- [Work task]:
Give back every entry below, exactly as written.

=-=-=-=-=

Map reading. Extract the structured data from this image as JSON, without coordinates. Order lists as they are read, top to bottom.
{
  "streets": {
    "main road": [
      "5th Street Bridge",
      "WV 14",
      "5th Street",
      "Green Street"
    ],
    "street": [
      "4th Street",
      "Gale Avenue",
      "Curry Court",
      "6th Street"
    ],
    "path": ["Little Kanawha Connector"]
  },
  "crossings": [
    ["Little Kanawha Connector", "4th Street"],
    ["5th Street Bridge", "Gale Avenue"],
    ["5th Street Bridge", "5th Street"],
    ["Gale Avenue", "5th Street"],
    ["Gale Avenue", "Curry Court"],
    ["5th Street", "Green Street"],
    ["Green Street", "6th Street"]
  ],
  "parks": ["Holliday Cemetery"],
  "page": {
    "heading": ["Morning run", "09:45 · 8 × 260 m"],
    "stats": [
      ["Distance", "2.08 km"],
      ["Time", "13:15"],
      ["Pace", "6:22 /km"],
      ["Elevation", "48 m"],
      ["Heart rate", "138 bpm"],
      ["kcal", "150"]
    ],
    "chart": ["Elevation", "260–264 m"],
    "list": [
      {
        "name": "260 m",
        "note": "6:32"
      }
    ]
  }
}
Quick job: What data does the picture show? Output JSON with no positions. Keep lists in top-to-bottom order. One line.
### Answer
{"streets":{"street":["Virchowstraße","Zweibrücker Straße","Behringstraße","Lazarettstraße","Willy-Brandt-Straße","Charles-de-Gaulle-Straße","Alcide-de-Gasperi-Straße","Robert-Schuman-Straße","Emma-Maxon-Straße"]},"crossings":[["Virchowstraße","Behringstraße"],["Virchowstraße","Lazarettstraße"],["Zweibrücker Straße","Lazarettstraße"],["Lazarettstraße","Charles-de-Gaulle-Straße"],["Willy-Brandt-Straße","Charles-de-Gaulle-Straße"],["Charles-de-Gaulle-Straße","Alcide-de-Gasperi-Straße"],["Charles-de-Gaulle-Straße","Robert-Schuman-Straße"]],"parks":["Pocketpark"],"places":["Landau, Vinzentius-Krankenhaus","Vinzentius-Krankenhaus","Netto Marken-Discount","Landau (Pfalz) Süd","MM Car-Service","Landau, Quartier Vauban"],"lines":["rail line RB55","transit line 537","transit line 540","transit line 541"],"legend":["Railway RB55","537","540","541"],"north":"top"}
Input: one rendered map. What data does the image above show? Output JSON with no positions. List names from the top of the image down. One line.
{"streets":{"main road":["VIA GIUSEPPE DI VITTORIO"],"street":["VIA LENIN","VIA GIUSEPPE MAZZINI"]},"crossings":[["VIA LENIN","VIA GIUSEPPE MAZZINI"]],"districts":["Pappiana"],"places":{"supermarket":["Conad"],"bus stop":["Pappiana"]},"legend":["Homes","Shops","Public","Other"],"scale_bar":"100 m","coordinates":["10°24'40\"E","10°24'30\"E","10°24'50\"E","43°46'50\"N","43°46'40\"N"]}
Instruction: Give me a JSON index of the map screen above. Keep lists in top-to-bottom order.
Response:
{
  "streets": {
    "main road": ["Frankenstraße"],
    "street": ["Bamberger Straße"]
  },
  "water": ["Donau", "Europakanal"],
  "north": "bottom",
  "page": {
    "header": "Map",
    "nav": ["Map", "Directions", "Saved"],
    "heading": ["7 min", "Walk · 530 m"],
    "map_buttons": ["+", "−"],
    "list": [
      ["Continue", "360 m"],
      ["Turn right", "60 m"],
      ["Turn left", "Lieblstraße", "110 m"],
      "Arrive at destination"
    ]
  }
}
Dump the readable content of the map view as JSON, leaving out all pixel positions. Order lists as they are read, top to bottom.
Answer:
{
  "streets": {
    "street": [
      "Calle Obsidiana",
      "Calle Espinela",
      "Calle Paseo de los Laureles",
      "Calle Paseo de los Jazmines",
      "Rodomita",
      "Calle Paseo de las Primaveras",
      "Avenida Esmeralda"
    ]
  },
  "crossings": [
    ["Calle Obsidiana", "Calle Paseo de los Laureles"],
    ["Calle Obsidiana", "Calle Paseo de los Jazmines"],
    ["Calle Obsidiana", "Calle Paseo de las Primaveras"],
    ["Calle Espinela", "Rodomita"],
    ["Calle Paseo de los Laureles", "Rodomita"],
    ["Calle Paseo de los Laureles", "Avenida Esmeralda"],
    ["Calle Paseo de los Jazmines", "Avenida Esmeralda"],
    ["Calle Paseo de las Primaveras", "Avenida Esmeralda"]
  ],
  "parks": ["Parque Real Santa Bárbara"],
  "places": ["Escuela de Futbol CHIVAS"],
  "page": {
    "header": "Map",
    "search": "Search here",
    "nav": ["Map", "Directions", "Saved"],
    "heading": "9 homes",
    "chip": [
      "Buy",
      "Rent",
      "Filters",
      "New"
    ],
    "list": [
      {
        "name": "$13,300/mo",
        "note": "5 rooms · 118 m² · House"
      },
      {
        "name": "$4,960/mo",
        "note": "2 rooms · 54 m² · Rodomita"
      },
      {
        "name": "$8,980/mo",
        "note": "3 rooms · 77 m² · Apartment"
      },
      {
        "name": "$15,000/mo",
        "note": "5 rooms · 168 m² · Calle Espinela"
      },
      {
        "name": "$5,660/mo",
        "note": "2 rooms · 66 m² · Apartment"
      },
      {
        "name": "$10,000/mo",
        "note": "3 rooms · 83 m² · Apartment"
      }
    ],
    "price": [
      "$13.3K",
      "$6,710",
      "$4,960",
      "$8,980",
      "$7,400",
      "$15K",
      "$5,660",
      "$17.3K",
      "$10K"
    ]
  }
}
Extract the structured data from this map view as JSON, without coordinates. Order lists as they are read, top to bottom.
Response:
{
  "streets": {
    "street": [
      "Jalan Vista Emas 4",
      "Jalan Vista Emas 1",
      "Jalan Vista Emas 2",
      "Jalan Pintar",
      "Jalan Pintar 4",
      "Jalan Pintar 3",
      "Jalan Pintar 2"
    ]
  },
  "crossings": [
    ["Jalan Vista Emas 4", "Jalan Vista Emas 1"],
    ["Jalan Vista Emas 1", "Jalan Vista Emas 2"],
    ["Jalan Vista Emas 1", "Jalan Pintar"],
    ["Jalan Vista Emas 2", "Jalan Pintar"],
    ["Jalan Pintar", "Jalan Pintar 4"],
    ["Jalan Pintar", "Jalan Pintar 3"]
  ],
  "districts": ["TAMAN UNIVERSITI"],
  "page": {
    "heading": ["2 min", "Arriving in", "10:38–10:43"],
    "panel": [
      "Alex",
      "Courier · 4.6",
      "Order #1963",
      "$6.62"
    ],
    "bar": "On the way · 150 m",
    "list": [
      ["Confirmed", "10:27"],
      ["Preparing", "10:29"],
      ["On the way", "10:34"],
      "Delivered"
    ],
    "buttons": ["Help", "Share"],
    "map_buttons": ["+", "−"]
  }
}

=-=-=-=-=

- [Task result]:
Map reading. Extract the structured data from this image as JSON, without coordinates. Order lists as they are read, top to bottom.
{
  "streets": {
    "main road": [
      "5th Street Bridge",
      "WV 14",
      "5th Street",
      "Green Street"
    ],
    "street": [
      "4th Street",
      "Gale Avenue",
      "Curry Court",
      "6th Street"
    ],
    "path": ["Little Kanawha Connector"]
  },
  "crossings": [
    ["Little Kanawha Connector", "4th Street"],
    ["5th Street Bridge", "Gale Avenue"],
    ["5th Street Bridge", "5th Street"],
    ["Gale Avenue", "5th Street"],
    ["Gale Avenue", "Curry Court"],
    ["5th Street", "Green Street"],
    ["Green Street", "6th Street"]
  ],
  "parks": ["Holliday Cemetery"],
  "page": {
    "heading": ["Morning run", "09:45 · 8 × 260 m"],
    "stats": [
      ["Distance", "2.08 km"],
      ["Time", "13:15"],
      ["Pace", "6:22 /km"],
      ["Elevation", "48 m"],
      ["Heart rate", "138 bpm"],
      ["kcal", "150"]
    ],
    "chart": ["Elevation", "260–264 m"],
    "list": [
      {
        "name": "260 m",
        "note": "6:32"
      }
    ]
  }
}
Quick job: What data does the picture show? Output JSON with no positions. Keep lists in top-to-bottom order. One line.
### Answer
{"streets":{"street":["Virchowstraße","Zweibrücker Straße","Behringstraße","Lazarettstraße","Willy-Brandt-Straße","Charles-de-Gaulle-Straße","Alcide-de-Gasperi-Straße","Robert-Schuman-Straße","Emma-Maxon-Straße"]},"crossings":[["Virchowstraße","Behringstraße"],["Virchowstraße","Lazarettstraße"],["Zweibrücker Straße","Lazarettstraße"],["Lazarettstraße","Charles-de-Gaulle-Straße"],["Willy-Brandt-Straße","Charles-de-Gaulle-Straße"],["Charles-de-Gaulle-Straße","Alcide-de-Gasperi-Straße"],["Charles-de-Gaulle-Straße","Robert-Schuman-Straße"]],"parks":["Pocketpark"],"places":["Landau, Vinzentius-Krankenhaus","Vinzentius-Krankenhaus","Netto Marken-Discount","Landau (Pfalz) Süd","MM Car-Service","Landau, Quartier Vauban"],"lines":["rail line RB55","transit line 537","transit line 540","transit line 541"],"legend":["Railway RB55","537","540","541"],"north":"top"}
Input: one rendered map. What data does the image above show? Output JSON with no positions. List names from the top of the image down. One line.
{"streets":{"main road":["VIA GIUSEPPE DI VITTORIO"],"street":["VIA LENIN","VIA GIUSEPPE MAZZINI"]},"crossings":[["VIA LENIN","VIA GIUSEPPE MAZZINI"]],"districts":["Pappiana"],"places":{"supermarket":["Conad"],"bus stop":["Pappiana"]},"legend":["Homes","Shops","Public","Other"],"scale_bar":"100 m","coordinates":["10°24'40\"E","10°24'30\"E","10°24'50\"E","43°46'50\"N","43°46'40\"N"]}
Instruction: Give me a JSON index of the map screen above. Keep lists in top-to-bottom order.
Response:
{
  "streets": {
    "main road": ["Frankenstraße"],
    "street": ["Bamberger Straße"]
  },
  "water": ["Donau", "Europakanal"],
  "north": "bottom",
  "page": {
    "header": "Map",
    "nav": ["Map", "Directions", "Saved"],
    "heading": ["7 min", "Walk · 530 m"],
    "map_buttons": ["+", "−"],
    "list": [
      ["Continue", "360 m"],
      ["Turn right", "60 m"],
      ["Turn left", "Lieblstraße", "110 m"],
      "Arrive at destination"
    ]
  }
}
Dump the readable content of the map view as JSON, leaving out all pixel positions. Order lists as they are read, top to bottom.
Answer:
{
  "streets": {
    "street": [
      "Calle Obsidiana",
      "Calle Espinela",
      "Calle Paseo de los Laureles",
      "Calle Paseo de los Jazmines",
      "Rodomita",
      "Calle Paseo de las Primaveras",
      "Avenida Esmeralda"
    ]
  },
  "crossings": [
    ["Calle Obsidiana", "Calle Paseo de los Laureles"],
    ["Calle Obsidiana", "Calle Paseo de los Jazmines"],
    ["Calle Obsidiana", "Calle Paseo de las Primaveras"],
    ["Calle Espinela", "Rodomita"],
    ["Calle Paseo de los Laureles", "Rodomita"],
    ["Calle Paseo de los Laureles", "Avenida Esmeralda"],
    ["Calle Paseo de los Jazmines", "Avenida Esmeralda"],
    ["Calle Paseo de las Primaveras", "Avenida Esmeralda"]
  ],
  "parks": ["Parque Real Santa Bárbara"],
  "places": ["Escuela de Futbol CHIVAS"],
  "page": {
    "header": "Map",
    "search": "Search here",
    "nav": ["Map", "Directions", "Saved"],
    "heading": "9 homes",
    "chip": [
      "Buy",
      "Rent",
      "Filters",
      "New"
    ],
    "list": [
      {
        "name": "$13,300/mo",
        "note": "5 rooms · 118 m² · House"
      },
      {
        "name": "$4,960/mo",
        "note": "2 rooms · 54 m² · Rodomita"
      },
      {
        "name": "$8,980/mo",
        "note": "3 rooms · 77 m² · Apartment"
      },
      {
        "name": "$15,000/mo",
        "note": "5 rooms · 168 m² · Calle Espinela"
      },
      {
        "name": "$5,660/mo",
        "note": "2 rooms · 66 m² · Apartment"
      },
      {
        "name": "$10,000/mo",
        "note": "3 rooms · 83 m² · Apartment"
      }
    ],
    "price": [
      "$13.3K",
      "$6,710",
      "$4,960",
      "$8,980",
      "$7,400",
      "$15K",
      "$5,660",
      "$17.3K",
      "$10K"
    ]
  }
}
Extract the structured data from this map view as JSON, without coordinates. Order lists as they are read, top to bottom.
Response:
{
  "streets": {
    "street": [
      "Jalan Vista Emas 4",
      "Jalan Vista Emas 1",
      "Jalan Vista Emas 2",
      "Jalan Pintar",
      "Jalan Pintar 4",
      "Jalan Pintar 3",
      "Jalan Pintar 2"
    ]
  },
  "crossings": [
    ["Jalan Vista Emas 4", "Jalan Vista Emas 1"],
    ["Jalan Vista Emas 1", "Jalan Vista Emas 2"],
    ["Jalan Vista Emas 1", "Jalan Pintar"],
    ["Jalan Vista Emas 2", "Jalan Pintar"],
    ["Jalan Pintar", "Jalan Pintar 4"],
    ["Jalan Pintar", "Jalan Pintar 3"]
  ],
  "districts": ["TAMAN UNIVERSITI"],
  "page": {
    "heading": ["2 min", "Arriving in", "10:38–10:43"],
    "panel": [
      "Alex",
      "Courier · 4.6",
      "Order #1963",
      "$6.62"
    ],
    "bar": "On the way · 150 m",
    "list": [
      ["Confirmed", "10:27"],
      ["Preparing", "10:29"],
      ["On the way", "10:34"],
      "Delivered"
    ],
    "buttons": ["Help", "Share"],
    "map_buttons": ["+", "−"]
  }
}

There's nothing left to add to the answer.